Kompaskwallen spoelen massaal aan op onze stranden
Stichting ANEMOONBericht uitgegeven door Stichting ANEMOON op [publicatiedatum]
Begin deze week kregen Kompaskwallen flink wat aandacht in de media. Dat was niet om hun schoonheid. Door de aanhoudende noordwestelijke wind spoelden ze in ongekende aantallen aan op onze kust. Door de golven en stroming achtergelaten op het strand is de Kompaskwal slechts een slijmerige massa waar weinig structuur in te herkennen is. Onderwater is het echter de mooiste kwallensoort die we in onze kustwateren kunnen aantreffen.
De vier grootste kwallensoorten van onze kust komen jaarlijks, met enige overlap, in opeenvolgende periodes in onze kustwateren voor.

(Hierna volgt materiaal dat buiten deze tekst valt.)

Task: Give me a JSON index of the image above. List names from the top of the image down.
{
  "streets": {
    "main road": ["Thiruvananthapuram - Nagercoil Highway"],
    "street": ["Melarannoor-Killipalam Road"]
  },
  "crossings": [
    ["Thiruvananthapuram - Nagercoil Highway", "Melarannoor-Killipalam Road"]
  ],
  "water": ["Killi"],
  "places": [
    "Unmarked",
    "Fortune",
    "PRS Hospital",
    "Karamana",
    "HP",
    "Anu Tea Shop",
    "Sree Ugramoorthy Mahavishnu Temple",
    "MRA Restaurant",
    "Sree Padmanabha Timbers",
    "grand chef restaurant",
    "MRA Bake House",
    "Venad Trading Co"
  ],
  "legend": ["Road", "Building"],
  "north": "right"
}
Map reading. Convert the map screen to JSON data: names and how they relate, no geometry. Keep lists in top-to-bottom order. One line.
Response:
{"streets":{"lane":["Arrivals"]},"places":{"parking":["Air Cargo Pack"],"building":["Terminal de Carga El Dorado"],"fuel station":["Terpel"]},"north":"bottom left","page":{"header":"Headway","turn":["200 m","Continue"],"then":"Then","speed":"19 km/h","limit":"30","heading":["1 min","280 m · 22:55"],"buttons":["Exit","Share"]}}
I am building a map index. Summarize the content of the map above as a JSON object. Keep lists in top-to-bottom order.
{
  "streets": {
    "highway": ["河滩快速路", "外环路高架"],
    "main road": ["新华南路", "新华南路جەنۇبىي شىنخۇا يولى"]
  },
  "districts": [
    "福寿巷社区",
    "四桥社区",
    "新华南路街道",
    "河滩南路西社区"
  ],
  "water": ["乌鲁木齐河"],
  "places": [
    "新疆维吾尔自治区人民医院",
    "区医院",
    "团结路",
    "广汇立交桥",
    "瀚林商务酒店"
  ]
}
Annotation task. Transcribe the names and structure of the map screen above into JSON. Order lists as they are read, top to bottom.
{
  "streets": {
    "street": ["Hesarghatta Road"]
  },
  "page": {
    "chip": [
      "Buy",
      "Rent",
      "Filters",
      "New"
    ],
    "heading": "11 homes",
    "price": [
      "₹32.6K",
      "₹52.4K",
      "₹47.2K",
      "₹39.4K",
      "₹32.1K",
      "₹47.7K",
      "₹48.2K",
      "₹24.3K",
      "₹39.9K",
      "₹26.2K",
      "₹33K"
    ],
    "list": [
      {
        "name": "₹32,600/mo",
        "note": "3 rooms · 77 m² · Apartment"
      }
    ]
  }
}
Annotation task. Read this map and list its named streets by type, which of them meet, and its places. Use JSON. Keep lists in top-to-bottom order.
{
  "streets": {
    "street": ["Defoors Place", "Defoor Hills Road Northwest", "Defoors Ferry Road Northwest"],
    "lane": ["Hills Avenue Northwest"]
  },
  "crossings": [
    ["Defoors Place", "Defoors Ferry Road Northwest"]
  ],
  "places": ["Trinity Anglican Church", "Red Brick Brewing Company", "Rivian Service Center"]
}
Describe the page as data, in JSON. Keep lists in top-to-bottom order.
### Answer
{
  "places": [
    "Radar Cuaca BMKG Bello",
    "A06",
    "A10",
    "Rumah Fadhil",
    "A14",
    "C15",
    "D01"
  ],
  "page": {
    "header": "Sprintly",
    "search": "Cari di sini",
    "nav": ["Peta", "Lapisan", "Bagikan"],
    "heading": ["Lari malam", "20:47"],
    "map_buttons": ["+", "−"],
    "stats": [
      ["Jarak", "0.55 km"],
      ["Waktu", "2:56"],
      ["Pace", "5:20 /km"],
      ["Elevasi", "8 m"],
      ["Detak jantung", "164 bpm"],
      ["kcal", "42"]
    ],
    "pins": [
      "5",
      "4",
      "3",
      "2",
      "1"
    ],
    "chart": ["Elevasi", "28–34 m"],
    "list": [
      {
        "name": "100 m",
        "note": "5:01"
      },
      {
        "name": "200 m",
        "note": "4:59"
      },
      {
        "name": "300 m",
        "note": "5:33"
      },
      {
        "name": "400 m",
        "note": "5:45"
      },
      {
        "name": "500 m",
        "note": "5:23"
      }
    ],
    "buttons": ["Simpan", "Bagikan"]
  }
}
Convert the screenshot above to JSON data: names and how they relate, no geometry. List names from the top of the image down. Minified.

Vroeg in het voorjaar zien we eerst de Blauwe haarkwal verschijnen. Daarna komt de Oorkwal, de Kompaskwal en in de late zomer kunnen sportduikers zich laten verrassen door de Zeepaddestoel. Zowel de Blauwe haarkwal als de Kompaskwal gebruiken een sterk netelgif om hun prooien te vangen en kunnen zwemmers die er mee in aanraking komen heel wat overlast bezorgen. Het gif van de andere twee soorten is veel minder sterk en wordt zelden als pijnlijk ervaren. De Blauwe haarkwal, Oorkwal en Kompaskwal hebben een opvallende eigenschap gemeenschappelijk. In hun piekperiode kunnen ze in enorme aantallen op onze kust voorkomen. Eerder dit jaar hebben we al melding gemaakt van onmetelijke aantallen Oorkwallen in het Grevelingenmeer. Ook in het Veerse meer kwamen ze toen massaal voor. En nu is het dus de beurt aan de Kompaskwal.
In de Zeeuwse Delta worden geen extreme aantallen Kompaskwallen door sportduikers waargenomen. Maar in de Noordzee zitten er kennelijk veel meer. Deze kwal vertoeft het liefst in de bovenste waterlagen. Door de aanhoudende noordwestelijke wind van de afgelopen week wordt op de Noordzee deze waterlaag met de daarin aanwezige Kompaskwallen richting de kust gestuwd. Met een roemloos einde voor de kwallen, in de vorm van een op het strand aangespoelde slijmerige geleiachtige massa. Eenmaal aangespoeld sterven ze snel en vormen ze geen gevaar meer voor de badgasten. Er rest niet veel meer dan voer voor meeuwen, andere zeevogels en krabben. Waarom er dit jaar zoveel meer aanspoelen dan in de afgelopen jaren is niet bekend. We houden het voorlopig maar op een natuurlijke fluctuatie in aantallen kwallen. Deze dynamiek zien we wel vaker in de natuur. Zijn voorkomen beperkt zich niet tot de Noordzee. Hij komt in alle wereldzeeën voor.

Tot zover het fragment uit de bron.